_What is required_. The entries below hold a line with "Annotate the screenshot" and a line with "Find all labels, markers". Return those lines and all that lie between them, exactly and only.

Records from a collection
--- START ---

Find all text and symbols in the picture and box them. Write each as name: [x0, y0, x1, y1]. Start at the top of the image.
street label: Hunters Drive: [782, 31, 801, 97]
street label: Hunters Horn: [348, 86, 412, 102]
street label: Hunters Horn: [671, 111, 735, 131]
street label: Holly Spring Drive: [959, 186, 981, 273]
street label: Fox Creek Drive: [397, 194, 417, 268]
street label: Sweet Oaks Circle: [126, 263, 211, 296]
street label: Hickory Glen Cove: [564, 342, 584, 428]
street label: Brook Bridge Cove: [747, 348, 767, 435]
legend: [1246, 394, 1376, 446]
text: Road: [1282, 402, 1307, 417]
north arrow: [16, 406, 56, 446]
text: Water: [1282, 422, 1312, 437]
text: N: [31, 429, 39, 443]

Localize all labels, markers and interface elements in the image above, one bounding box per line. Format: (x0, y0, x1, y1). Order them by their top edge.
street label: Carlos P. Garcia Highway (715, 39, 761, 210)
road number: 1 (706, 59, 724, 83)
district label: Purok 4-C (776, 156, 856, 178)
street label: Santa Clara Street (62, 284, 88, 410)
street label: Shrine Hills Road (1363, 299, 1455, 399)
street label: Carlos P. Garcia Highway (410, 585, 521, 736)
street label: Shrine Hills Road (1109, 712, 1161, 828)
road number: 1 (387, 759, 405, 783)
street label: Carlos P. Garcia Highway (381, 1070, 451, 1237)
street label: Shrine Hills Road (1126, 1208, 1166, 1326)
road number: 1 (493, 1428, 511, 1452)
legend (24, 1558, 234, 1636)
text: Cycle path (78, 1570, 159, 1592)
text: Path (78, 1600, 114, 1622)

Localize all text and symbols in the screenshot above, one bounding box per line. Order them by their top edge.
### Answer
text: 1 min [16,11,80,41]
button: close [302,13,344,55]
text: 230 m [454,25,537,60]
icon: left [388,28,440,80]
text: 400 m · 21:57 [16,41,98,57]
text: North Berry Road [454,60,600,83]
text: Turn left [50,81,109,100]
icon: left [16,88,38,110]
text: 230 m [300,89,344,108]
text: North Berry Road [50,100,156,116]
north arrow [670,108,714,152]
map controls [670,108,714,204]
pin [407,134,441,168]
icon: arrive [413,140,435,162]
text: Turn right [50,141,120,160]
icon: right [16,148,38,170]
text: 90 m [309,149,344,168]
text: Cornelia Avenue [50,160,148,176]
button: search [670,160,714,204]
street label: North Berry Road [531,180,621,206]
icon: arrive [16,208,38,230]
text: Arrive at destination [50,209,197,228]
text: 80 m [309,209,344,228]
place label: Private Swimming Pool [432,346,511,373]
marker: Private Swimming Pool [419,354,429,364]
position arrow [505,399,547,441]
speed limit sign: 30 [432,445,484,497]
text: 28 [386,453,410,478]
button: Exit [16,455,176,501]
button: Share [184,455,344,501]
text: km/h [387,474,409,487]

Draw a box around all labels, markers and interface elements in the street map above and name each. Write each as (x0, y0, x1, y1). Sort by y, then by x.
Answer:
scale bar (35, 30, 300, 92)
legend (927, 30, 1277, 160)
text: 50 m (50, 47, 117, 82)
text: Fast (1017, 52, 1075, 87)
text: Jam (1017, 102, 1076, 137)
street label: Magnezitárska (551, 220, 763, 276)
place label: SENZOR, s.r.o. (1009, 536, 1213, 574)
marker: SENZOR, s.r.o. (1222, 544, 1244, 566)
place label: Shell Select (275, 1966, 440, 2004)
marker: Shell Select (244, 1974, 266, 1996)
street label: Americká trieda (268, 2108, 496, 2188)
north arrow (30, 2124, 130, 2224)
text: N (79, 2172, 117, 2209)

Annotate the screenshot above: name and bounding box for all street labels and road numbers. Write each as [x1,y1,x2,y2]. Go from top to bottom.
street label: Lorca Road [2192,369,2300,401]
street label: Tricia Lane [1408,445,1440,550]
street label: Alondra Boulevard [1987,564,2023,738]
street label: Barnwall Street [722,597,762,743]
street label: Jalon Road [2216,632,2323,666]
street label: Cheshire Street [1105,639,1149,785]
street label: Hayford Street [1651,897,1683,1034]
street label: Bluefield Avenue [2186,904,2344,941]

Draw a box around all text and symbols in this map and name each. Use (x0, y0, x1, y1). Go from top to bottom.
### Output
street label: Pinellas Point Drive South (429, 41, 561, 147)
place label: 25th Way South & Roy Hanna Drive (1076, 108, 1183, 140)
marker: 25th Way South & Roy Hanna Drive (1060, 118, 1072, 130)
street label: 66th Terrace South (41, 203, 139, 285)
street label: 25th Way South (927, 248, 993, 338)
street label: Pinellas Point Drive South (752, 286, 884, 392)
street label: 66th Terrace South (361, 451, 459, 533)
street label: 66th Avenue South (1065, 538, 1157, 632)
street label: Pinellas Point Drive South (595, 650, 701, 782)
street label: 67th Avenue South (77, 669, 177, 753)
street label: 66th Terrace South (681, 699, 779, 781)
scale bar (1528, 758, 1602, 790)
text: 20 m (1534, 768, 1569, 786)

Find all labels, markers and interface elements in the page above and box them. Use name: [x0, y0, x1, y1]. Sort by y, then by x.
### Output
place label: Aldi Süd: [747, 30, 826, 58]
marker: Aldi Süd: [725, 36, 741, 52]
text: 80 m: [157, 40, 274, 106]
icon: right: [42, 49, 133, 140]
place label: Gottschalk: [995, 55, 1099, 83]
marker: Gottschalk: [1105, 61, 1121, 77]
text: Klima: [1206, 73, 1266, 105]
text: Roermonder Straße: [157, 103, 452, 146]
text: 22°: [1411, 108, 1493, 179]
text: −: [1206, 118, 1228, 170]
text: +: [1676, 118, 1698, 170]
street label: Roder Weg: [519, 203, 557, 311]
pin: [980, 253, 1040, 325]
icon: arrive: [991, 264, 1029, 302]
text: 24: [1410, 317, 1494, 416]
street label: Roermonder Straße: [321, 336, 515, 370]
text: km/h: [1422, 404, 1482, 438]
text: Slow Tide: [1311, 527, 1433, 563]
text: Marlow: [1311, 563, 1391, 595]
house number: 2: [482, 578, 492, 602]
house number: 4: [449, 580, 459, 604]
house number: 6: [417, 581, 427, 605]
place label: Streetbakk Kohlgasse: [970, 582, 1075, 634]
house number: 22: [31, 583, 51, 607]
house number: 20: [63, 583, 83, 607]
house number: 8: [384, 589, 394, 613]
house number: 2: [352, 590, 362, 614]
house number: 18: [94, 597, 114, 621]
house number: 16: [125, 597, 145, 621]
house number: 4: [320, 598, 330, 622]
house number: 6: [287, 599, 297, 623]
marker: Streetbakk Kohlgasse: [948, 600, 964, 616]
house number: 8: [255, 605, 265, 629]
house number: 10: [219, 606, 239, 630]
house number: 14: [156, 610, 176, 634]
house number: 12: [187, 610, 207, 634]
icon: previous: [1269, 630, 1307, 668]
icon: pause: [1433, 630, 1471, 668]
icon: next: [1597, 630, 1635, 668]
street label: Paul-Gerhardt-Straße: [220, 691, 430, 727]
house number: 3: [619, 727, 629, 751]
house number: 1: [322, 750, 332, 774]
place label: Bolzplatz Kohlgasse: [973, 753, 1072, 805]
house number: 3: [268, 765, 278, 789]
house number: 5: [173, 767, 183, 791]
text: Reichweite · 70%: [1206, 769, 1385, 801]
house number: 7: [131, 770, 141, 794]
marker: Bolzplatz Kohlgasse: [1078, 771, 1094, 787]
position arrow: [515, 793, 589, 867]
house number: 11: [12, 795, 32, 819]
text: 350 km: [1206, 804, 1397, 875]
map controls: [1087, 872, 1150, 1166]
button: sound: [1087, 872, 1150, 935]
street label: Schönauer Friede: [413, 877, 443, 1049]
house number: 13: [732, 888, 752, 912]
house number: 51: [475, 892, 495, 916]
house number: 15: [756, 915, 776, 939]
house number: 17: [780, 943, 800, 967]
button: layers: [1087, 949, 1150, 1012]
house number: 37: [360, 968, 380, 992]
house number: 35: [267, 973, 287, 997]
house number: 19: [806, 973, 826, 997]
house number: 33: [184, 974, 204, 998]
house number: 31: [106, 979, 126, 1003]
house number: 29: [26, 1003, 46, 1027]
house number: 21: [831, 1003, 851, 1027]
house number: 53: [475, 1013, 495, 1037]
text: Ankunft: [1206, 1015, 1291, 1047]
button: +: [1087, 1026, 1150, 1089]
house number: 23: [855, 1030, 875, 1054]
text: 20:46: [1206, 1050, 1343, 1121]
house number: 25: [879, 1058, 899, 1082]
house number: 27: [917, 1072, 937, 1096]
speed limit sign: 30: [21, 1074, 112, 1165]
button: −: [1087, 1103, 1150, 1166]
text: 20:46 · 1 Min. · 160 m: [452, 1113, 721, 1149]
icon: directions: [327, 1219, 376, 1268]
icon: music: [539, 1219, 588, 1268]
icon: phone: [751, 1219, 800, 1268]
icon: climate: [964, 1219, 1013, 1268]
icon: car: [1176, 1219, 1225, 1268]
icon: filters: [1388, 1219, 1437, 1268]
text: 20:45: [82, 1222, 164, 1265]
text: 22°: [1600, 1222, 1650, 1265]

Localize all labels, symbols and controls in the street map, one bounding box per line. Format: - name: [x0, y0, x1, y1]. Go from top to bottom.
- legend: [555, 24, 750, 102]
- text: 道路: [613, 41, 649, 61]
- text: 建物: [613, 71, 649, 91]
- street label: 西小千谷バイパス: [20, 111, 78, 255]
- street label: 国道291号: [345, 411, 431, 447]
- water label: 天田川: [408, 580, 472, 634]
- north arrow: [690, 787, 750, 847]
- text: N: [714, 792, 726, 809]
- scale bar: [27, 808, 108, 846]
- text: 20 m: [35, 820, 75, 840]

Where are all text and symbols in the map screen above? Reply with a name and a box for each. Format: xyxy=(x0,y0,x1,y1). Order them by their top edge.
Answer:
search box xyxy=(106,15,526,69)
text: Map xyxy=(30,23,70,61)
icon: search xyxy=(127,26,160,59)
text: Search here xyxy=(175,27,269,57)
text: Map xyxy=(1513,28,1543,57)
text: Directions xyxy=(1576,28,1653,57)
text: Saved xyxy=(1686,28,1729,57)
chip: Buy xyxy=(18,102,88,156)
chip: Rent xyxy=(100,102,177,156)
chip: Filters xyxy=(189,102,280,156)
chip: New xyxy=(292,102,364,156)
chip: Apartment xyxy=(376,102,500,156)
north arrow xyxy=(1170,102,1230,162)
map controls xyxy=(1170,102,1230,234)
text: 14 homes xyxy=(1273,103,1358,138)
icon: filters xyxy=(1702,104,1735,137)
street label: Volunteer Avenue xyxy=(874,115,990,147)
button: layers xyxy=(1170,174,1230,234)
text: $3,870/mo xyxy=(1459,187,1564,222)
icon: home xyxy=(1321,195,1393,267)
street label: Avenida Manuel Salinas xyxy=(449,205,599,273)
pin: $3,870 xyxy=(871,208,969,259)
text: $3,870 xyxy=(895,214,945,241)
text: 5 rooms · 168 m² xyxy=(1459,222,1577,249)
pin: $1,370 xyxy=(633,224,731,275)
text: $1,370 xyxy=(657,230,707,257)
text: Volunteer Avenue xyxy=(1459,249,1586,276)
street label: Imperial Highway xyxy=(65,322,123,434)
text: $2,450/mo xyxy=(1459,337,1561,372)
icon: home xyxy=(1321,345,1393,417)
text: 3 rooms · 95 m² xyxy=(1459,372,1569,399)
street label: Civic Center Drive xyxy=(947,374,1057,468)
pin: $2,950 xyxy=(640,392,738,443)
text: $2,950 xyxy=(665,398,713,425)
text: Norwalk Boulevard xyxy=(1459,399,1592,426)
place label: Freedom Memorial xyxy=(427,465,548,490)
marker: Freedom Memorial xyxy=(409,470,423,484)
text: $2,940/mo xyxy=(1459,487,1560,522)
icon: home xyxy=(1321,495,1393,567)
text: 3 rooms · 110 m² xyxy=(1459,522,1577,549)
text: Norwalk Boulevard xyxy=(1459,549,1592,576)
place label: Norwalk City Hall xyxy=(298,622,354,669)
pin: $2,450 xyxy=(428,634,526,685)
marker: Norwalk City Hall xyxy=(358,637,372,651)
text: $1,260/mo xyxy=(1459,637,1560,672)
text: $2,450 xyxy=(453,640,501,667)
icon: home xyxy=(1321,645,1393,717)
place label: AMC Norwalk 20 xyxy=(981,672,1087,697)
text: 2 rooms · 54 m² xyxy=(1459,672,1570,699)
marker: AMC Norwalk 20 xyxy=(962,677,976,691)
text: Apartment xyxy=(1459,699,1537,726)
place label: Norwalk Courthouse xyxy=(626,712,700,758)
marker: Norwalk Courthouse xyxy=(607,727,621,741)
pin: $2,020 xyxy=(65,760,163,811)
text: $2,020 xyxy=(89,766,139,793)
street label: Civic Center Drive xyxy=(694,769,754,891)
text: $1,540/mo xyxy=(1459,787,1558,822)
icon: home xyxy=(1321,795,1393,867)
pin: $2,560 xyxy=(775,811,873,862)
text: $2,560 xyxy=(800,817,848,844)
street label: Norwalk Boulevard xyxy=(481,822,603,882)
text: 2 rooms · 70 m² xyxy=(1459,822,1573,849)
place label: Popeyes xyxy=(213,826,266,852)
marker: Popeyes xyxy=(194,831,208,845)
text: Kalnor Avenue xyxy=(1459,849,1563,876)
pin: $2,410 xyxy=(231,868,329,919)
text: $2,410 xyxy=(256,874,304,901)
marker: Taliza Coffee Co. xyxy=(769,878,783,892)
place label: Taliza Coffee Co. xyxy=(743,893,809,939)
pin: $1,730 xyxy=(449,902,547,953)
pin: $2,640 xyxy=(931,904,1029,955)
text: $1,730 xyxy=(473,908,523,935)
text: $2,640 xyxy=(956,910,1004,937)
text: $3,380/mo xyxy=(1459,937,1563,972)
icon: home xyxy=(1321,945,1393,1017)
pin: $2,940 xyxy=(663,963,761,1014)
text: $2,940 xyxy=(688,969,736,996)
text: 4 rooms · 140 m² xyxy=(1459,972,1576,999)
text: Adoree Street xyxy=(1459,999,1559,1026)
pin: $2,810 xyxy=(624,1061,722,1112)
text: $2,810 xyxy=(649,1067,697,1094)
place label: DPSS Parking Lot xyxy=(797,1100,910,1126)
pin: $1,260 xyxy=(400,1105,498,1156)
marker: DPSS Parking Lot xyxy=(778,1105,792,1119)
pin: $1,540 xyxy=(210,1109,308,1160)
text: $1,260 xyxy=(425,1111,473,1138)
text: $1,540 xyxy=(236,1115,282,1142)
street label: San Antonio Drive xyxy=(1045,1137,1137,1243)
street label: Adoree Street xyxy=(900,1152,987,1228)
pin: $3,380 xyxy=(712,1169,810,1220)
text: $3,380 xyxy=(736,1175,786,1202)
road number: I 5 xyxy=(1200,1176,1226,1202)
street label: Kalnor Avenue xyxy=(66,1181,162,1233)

--- END ---

_Task result_.
Annotate the screenshot above: name and bounding box for all street labels and road numbers. Write each as [x1,y1,x2,y2]. Go from top to bottom.
street label: Lorca Road [2192,369,2300,401]
street label: Tricia Lane [1408,445,1440,550]
street label: Alondra Boulevard [1987,564,2023,738]
street label: Barnwall Street [722,597,762,743]
street label: Jalon Road [2216,632,2323,666]
street label: Cheshire Street [1105,639,1149,785]
street label: Hayford Street [1651,897,1683,1034]
street label: Bluefield Avenue [2186,904,2344,941]

Draw a box around all text and symbols in this map and name each. Use (x0, y0, x1, y1). Go from top to bottom.
### Output
street label: Pinellas Point Drive South (429, 41, 561, 147)
place label: 25th Way South & Roy Hanna Drive (1076, 108, 1183, 140)
marker: 25th Way South & Roy Hanna Drive (1060, 118, 1072, 130)
street label: 66th Terrace South (41, 203, 139, 285)
street label: 25th Way South (927, 248, 993, 338)
street label: Pinellas Point Drive South (752, 286, 884, 392)
street label: 66th Terrace South (361, 451, 459, 533)
street label: 66th Avenue South (1065, 538, 1157, 632)
street label: Pinellas Point Drive South (595, 650, 701, 782)
street label: 67th Avenue South (77, 669, 177, 753)
street label: 66th Terrace South (681, 699, 779, 781)
scale bar (1528, 758, 1602, 790)
text: 20 m (1534, 768, 1569, 786)

Find all labels, markers and interface elements in the page above and box them. Use name: [x0, y0, x1, y1]. Sort by y, then by x.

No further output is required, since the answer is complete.